Use some R packages for machine learning to predict SDG indicators

1. Task 1: Install R language

The aim of this programming language is to provide the user, who is also a programmer, with a vast library of mathematical and statistical functions and facilities for manipulating vectors and arrays. The interface with the R language is the command line, in which the user enters instructions, and it is possible to draw a parallel with an advanced calculating machine, but you can of course save programs and operating status.

The R language is free, so it can be downloaded and installed from the official website, http://www.r-project.org/, where there are also various resources. You can also use RStudio, which contains the R language with an Integrated Development Environment (IDE) (https://www.rstudio.com/products/rstudio/).


 

Action:
ação ícone

 Install R language in your computer

Expected:
resultado ícone


2. Task 2: Flash introduction to language R


 Action:
ação ícone

 Expected:
resultado ícone

Initial testes, try to write:

> 45
> 5*4
> "Hellow World"
> c(23, 56, 73)

 

The R language works like a command line console. To print a string, simply type the string, also in quotes. It's an interpreted language, so it doesn't have to be compiled, nor is there an executable file generated; the R program itself reads the instructions and executes them.

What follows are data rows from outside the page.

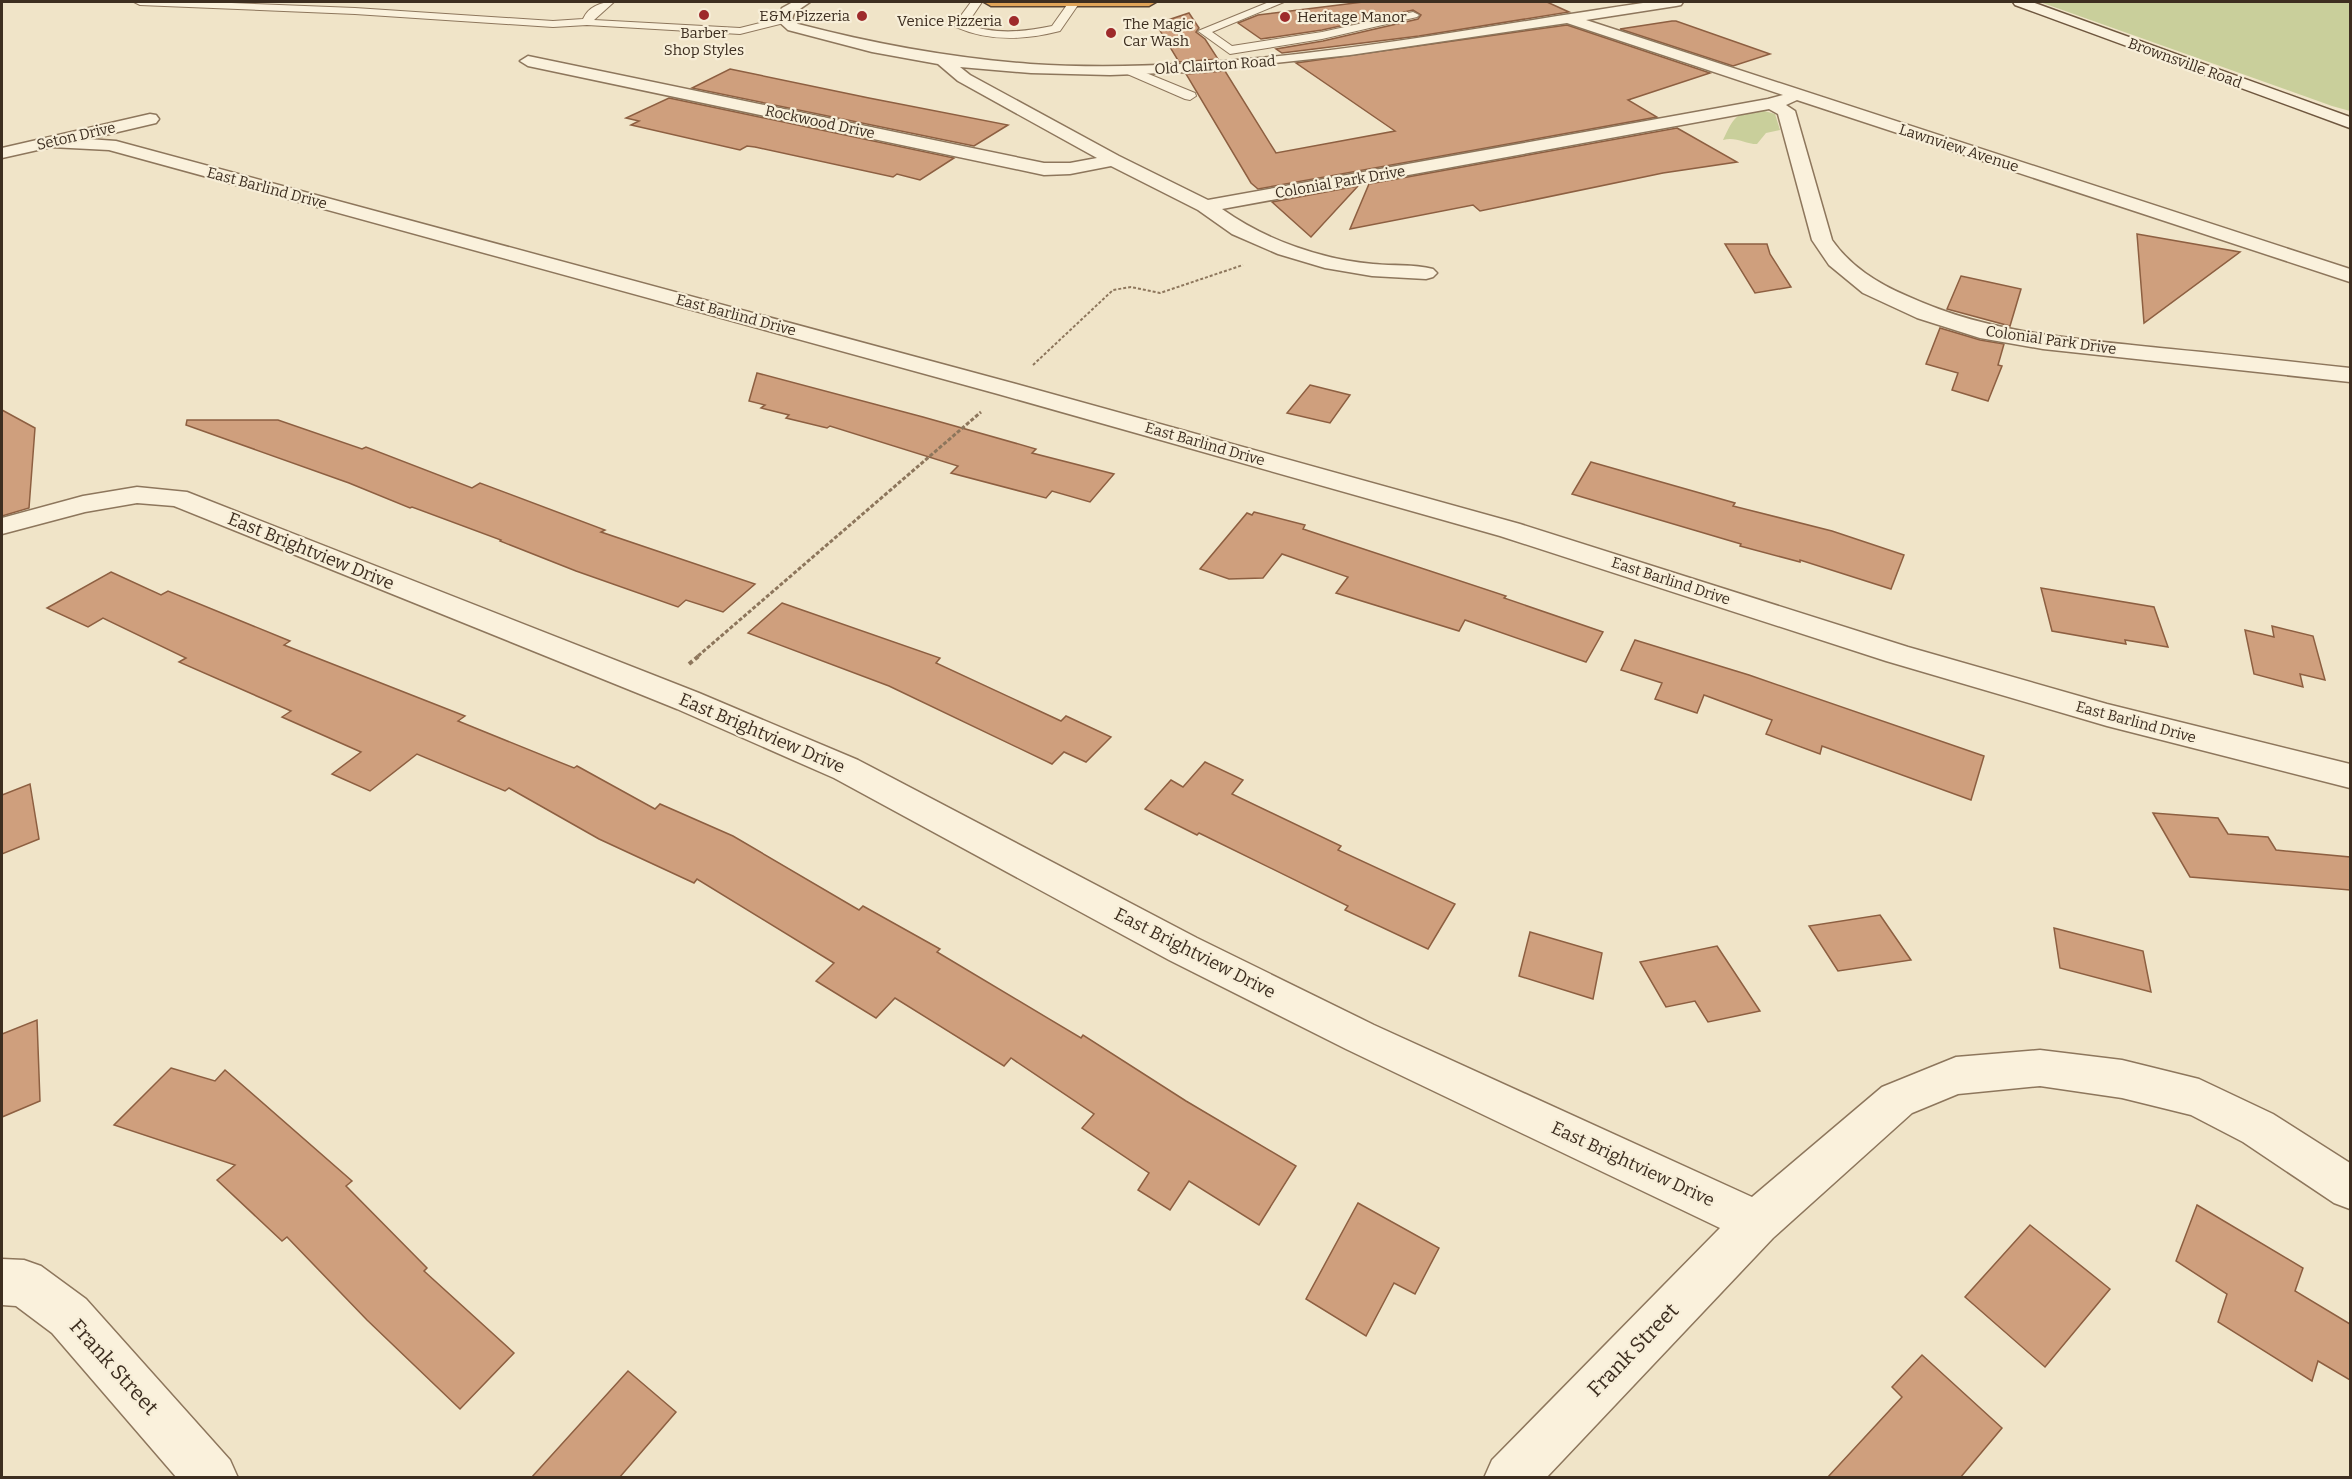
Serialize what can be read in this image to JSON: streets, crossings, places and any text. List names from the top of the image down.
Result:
{
  "streets": {
    "street": [
      "Brownsville Road",
      "Old Clairton Road",
      "Rockwood Drive",
      "Seton Drive",
      "Lawnview Avenue",
      "Colonial Park Drive",
      "East Barlind Drive",
      "East Brightview Drive",
      "Frank Street"
    ]
  },
  "crossings": [
    ["Old Clairton Road", "Lawnview Avenue"],
    ["Seton Drive", "East Barlind Drive"],
    ["Lawnview Avenue", "Colonial Park Drive"],
    ["East Brightview Drive", "Frank Street"]
  ],
  "places": [
    "Barber Shop Styles",
    "E&M Pizzeria",
    "Heritage Manor",
    "Venice Pizzeria",
    "The Magic Car Wash"
  ]
}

The last instruction above builds a vector of elements, which is returned.

 Action:
ação ícone

 Expected:
resultado ícone

> # assigning values to variables
> x=46
> y=5*4
> text="Hello World!"
> vector=c(23, 56, 73)
> aux
> x
> ls()
> x;y
> cat("Value of X: ", x, " Value of Y: ", y)

 

Comments in R start with # and continue to the end of the line. Notice the attempt to declare the aux variable, without the assignment. It doesn't make sense in R. Also note that the type of the variables is not specified. The ls() function lists all the objects that are defined. In this case it's only the x, y, text and vector objects, since the aux object hasn't been created.

The rm(<object>) function allows you to remove an object. When you exit the application, using q(), you can save the working environment so that you can continue later. The penultimate command is actually two commands on a single line. To separate two commands on one line, use a semicolon. In this case, the values of the variables x and y have been requested.

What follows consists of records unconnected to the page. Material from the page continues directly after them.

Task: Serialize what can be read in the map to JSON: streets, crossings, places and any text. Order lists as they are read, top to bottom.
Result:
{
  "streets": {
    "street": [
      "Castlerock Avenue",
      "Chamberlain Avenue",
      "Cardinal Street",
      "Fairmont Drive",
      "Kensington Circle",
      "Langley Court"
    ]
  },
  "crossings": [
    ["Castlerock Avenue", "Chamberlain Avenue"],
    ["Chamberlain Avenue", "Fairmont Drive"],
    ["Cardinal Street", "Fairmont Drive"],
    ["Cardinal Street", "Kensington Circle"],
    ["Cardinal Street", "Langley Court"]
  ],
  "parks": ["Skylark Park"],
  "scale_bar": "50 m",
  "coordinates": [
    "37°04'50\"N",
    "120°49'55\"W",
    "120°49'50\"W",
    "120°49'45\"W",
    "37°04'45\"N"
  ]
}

To get a result more similar to printf in C language, you can use the cat function, which must intersperse strings with variables.

You can redirect R's input and output with functions source(<file with commands>) and sink(<file with output>), but it's just as easy to insert the commands in a text file and simply copy/paste them into R so that the commands are executed.

The files are read/written from the directory in which R is run from.

 Action:
ação ícone

 Expected:
resultado ícone

> year <- 1345
> if(year%%4==0 && year%%100!=0 || year%%400==0) "Leap" else "Common"
 

In place of the equality operator for assignment, the <- operator was used. In R, this operator must be used for the assignment, and there is also the -> operator, meaning that the variable to be assigned is on the right, and the expression on the left.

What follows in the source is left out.